If the average human attention span begins to wane after about 5 minutes of listening, it will serve you to learn how to communicate your messages in 2 minute comments. (Of course we can hold our attention for longer-- 6 minutes for a PechaKucha, 18 minutes for a Ted Talk, 2 hours for a movie, and 15 hours for a Netflix binge.)
But, in general, if a message does not include cognitive hooks like danger, sexuality, or humor-- the listener’s attention will wander within a couple of minutes.
It’s best to accept this cognitive benchmark. Sure, you can hack people’s attention, using various methods refined by teachers, entertainers, and marketers… but, in your day to day interactions, it’s best to keep this 2 minute rule in mind.
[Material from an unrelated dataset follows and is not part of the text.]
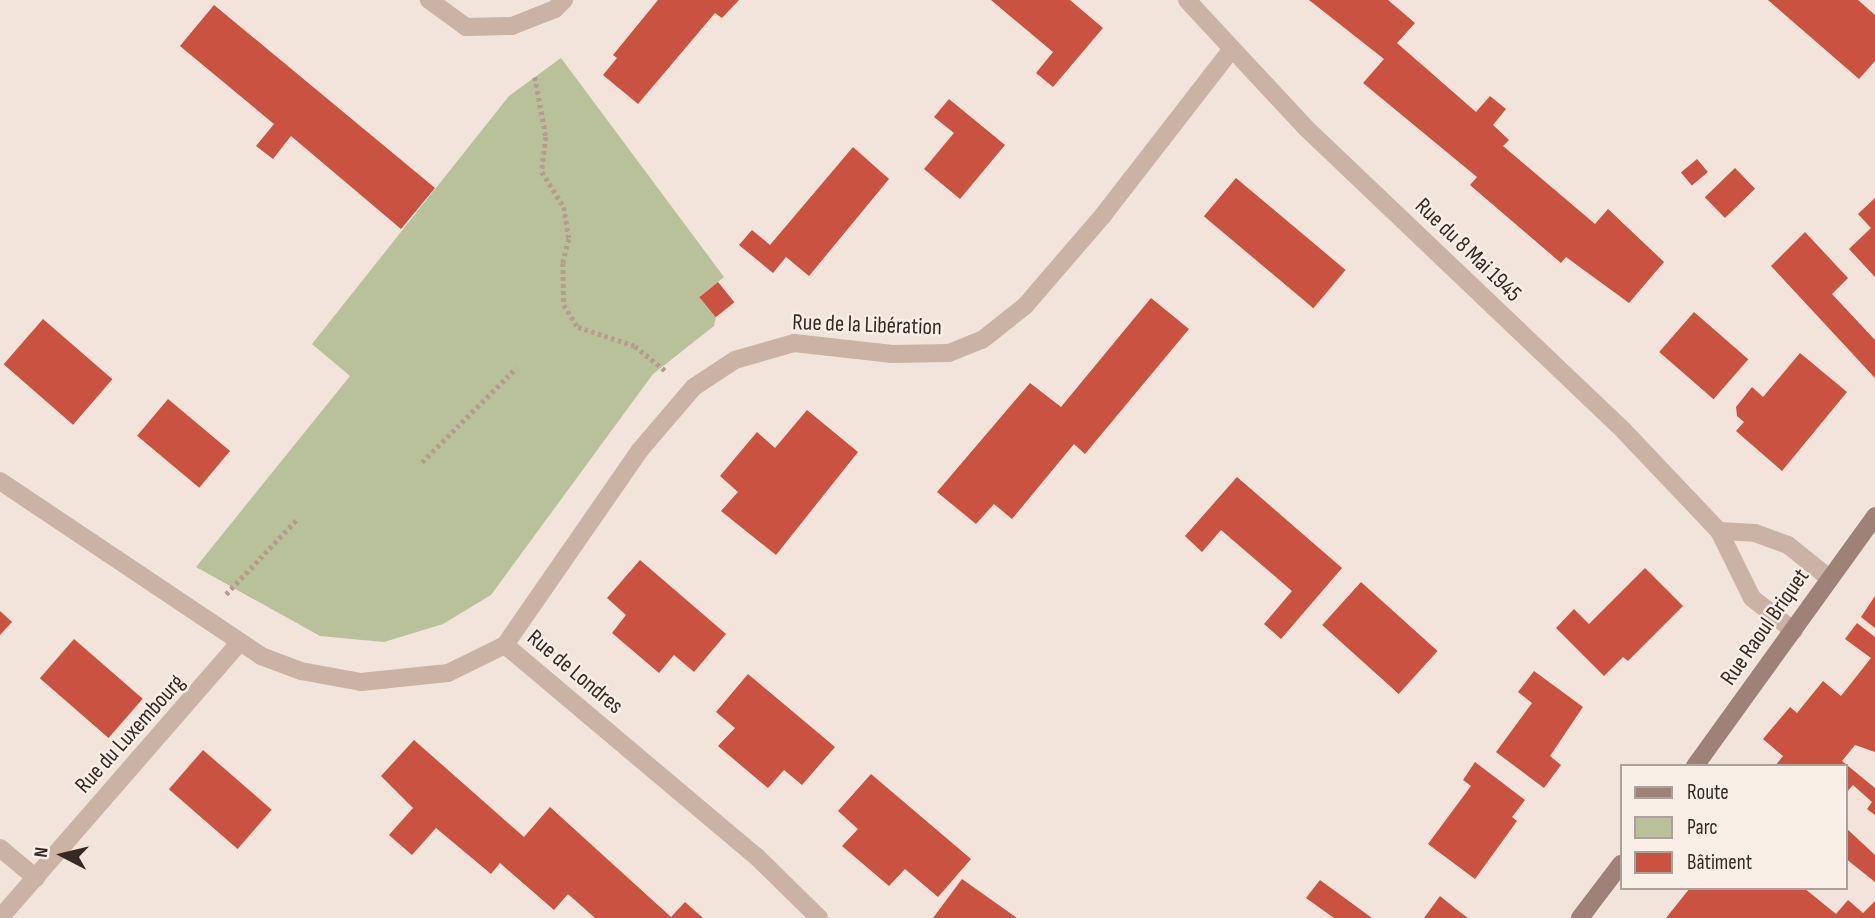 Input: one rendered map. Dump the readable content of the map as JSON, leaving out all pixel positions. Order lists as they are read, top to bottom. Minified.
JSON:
{"streets":{"main road":["Rue Raoul Briquet"],"street":["Rue du 8 Mai 1945","Rue de la Libération","Rue de Londres","Rue du Luxembourg"]},"crossings":[["Rue du 8 Mai 1945","Rue de la Libération"],["Rue du 8 Mai 1945","Rue Raoul Briquet"],["Rue de la Libération","Rue de Londres"],["Rue de Londres","Rue du Luxembourg"]],"legend":["Route","Parc","Bâtiment"],"north":"left"}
You may have spent some time crafting a 1 minute message or an “elevator pitch”, hoping to get through to an investor or venture capitalist. Now, imagine if you used that clarity and economy of language in every statement throughout your day!
Take this article for example. Using an elevator pitch formula, I’ll encapsulate this article into two sentences:
“Teachers, researchers, and marketers have found that people tune out verbal information after a couple of minutes. Because of this, it is beneficial to practice the art of communicating in clear statements, less than two minutes long.”
This is not to say that you limit all your human communications to brief, rapid-fire statements… This two minute guideline is a tool for more effective dialogue. Despite your occasional desire to rant or lecture, it's important to realize that your message will be better received if you chunk it up into segments.
According to the National Training Laboratories, people retain less than 10% of what they hear in a lecture, yet, when engaged in discussion, people retain approximately 50% of the information. Appreciating this, you can use the two minute rule to help yourself avoid lecturing while improving your ability to engage others in discussion.
Even better: If you understand that people’s retention rate exceeds 90% when they are given the opportunity to teach, you can use the two minute rule to facilitate other people in the act of teaching you. In doing this, you invert the ineffective communication method of lecture and create a mutually beneficial learning experience which improves the attention and retention of all people involved.
The best teachers, are those who empower students to teach as they learn.